# About this task:
Where a line in the data below includes the word "song", count it. State the total and nothing more.

Segment Start: Material provided

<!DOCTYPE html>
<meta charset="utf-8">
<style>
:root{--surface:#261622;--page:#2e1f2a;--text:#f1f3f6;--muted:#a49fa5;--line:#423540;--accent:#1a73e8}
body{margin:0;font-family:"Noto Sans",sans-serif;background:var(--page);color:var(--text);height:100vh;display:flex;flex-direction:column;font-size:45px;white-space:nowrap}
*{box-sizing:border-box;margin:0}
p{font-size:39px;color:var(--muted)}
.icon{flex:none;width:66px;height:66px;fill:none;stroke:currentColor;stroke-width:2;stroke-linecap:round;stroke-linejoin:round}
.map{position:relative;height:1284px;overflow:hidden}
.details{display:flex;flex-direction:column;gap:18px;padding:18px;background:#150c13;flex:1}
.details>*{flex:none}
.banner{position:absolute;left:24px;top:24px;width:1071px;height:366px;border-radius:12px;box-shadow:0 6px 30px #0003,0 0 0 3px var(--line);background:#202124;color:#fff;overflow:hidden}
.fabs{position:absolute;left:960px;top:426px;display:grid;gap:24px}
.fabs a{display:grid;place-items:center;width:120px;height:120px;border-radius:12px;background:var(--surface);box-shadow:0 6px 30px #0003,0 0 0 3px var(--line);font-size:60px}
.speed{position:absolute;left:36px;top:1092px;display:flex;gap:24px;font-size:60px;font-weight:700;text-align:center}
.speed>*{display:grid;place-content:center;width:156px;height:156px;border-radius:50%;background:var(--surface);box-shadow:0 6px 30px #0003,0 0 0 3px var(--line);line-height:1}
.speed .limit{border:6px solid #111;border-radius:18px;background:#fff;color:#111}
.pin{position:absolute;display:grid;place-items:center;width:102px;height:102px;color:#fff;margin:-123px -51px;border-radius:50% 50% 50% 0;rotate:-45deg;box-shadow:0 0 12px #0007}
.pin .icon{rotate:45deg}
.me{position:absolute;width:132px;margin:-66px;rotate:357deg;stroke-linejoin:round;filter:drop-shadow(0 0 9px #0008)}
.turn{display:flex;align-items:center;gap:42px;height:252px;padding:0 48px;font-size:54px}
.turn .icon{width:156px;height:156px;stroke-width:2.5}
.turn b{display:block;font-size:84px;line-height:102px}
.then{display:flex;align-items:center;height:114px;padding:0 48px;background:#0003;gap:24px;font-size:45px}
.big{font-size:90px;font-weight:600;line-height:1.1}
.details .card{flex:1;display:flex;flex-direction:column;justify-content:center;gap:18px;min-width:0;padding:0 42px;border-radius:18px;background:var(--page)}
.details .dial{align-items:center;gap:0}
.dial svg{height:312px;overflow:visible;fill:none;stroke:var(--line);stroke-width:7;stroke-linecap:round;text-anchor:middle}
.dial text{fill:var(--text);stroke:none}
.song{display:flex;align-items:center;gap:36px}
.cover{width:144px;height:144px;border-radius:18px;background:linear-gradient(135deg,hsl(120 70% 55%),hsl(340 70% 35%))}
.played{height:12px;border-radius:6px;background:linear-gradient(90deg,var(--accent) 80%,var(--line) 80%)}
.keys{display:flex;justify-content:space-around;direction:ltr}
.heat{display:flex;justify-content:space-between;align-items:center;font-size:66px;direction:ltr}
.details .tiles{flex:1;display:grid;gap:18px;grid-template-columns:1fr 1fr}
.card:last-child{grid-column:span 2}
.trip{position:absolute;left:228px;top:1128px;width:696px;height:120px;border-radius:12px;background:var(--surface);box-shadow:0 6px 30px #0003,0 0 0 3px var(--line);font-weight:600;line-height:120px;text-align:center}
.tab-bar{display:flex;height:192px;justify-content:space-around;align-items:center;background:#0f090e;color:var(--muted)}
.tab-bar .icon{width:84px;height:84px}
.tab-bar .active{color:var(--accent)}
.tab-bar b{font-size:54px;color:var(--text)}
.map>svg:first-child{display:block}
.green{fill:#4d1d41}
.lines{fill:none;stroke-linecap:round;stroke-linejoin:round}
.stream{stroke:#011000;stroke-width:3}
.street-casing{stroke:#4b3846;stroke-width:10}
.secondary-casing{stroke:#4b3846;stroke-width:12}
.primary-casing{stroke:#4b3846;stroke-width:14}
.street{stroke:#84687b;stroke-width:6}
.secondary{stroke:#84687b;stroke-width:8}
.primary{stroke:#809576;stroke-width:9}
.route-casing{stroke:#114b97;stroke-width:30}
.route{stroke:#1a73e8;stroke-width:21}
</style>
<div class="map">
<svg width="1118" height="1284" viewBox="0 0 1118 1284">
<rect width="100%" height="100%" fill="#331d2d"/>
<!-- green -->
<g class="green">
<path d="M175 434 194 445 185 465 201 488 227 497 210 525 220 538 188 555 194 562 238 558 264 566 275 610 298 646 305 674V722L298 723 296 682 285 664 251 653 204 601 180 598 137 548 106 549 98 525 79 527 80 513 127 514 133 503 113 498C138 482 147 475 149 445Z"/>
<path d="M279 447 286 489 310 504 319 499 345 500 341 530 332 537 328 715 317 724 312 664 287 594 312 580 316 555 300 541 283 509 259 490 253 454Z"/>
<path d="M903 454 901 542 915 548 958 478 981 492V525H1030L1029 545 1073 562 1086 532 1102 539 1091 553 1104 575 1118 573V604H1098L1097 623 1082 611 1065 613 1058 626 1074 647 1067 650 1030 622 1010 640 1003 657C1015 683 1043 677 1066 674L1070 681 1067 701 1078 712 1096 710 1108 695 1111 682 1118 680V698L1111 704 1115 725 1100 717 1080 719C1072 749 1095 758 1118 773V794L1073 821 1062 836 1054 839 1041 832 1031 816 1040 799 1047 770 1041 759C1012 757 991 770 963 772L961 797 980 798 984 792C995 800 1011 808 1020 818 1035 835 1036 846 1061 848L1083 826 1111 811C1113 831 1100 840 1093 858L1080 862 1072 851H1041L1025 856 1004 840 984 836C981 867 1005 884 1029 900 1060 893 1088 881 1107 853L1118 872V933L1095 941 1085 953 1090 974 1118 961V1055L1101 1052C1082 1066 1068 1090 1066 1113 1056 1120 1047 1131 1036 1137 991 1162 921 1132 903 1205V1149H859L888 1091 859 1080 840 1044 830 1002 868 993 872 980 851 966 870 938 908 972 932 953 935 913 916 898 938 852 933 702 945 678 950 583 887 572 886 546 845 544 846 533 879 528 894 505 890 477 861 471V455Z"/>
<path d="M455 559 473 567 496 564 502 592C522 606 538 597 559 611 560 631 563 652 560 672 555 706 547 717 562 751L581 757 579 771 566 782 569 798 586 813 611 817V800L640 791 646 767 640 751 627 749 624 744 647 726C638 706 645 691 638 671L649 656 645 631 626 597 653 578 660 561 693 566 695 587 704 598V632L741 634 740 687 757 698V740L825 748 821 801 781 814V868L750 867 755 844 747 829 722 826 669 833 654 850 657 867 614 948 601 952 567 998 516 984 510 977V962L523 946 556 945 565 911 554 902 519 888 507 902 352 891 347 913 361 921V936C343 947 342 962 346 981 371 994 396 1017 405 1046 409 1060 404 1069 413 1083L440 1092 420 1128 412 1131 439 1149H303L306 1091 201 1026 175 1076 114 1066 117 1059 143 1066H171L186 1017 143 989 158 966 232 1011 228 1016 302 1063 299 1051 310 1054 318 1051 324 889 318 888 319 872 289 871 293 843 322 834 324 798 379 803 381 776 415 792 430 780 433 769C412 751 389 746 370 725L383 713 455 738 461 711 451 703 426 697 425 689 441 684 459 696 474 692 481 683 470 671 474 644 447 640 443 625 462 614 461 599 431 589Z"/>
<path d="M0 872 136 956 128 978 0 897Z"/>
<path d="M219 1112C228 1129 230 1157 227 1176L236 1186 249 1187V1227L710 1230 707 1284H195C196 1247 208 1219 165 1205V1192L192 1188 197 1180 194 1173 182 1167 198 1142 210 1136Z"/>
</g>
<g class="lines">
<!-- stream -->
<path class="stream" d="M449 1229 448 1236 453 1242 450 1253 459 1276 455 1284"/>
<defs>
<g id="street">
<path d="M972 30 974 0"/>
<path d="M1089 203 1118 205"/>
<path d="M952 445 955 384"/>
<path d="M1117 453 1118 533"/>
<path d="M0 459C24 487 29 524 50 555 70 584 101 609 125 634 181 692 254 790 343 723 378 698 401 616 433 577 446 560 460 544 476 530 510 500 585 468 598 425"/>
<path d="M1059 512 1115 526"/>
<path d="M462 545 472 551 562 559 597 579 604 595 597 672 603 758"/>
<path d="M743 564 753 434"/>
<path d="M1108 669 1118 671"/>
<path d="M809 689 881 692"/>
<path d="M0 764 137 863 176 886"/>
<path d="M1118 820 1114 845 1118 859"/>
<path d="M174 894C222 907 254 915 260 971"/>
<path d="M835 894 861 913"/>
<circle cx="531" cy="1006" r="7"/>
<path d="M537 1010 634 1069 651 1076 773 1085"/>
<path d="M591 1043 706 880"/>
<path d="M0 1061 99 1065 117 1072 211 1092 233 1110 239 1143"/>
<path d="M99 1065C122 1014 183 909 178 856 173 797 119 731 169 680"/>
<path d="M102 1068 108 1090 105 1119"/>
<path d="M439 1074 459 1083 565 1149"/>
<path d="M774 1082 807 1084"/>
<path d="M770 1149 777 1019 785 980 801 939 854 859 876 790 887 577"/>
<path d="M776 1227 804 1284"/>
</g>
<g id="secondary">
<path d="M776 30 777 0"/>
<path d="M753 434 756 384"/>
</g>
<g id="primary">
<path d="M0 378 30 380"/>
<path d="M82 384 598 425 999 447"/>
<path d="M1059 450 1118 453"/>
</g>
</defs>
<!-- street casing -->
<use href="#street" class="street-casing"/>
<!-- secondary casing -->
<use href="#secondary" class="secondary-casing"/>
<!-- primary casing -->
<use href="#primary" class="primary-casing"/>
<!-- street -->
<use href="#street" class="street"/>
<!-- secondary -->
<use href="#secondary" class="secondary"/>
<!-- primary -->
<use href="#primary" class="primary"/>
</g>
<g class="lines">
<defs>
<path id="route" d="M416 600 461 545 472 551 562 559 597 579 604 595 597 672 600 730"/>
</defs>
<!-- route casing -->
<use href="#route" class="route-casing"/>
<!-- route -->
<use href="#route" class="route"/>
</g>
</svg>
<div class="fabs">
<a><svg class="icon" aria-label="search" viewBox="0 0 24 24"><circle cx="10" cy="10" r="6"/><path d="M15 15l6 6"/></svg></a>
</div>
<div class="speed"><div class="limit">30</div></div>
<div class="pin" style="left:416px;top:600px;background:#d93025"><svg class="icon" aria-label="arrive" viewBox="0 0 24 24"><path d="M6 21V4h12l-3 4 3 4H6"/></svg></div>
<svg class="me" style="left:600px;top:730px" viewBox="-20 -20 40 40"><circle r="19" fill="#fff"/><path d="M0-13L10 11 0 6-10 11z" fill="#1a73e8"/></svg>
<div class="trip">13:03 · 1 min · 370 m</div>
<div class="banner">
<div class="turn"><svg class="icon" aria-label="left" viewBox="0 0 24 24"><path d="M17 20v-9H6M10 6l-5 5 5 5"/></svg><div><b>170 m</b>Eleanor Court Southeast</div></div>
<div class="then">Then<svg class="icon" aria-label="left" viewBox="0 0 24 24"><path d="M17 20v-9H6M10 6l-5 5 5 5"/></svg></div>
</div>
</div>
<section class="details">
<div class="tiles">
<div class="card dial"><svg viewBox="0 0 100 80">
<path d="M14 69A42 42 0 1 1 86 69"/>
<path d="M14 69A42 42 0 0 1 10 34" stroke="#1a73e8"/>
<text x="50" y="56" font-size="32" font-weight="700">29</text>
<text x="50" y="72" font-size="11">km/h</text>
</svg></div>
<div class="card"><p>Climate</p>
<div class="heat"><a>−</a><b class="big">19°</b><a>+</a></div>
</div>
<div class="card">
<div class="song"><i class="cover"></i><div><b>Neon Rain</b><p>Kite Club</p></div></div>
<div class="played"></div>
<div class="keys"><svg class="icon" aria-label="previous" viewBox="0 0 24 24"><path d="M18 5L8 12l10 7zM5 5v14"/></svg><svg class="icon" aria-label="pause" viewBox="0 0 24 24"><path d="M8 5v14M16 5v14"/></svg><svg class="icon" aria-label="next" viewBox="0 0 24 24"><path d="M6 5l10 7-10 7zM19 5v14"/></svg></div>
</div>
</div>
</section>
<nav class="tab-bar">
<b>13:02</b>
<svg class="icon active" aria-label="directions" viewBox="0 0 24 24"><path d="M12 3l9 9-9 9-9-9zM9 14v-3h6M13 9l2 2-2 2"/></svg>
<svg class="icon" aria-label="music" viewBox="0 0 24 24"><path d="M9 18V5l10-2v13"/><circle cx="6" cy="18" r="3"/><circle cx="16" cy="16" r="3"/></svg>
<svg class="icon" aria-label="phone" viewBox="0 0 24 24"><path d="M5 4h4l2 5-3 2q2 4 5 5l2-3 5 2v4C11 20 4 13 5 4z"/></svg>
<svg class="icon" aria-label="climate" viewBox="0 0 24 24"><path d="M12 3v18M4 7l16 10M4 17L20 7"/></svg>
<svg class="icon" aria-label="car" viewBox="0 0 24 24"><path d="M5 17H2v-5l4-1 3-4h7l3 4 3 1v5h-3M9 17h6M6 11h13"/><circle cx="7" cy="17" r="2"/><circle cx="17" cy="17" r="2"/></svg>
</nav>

Segment End: Material provided

# Solution to the exercise:
2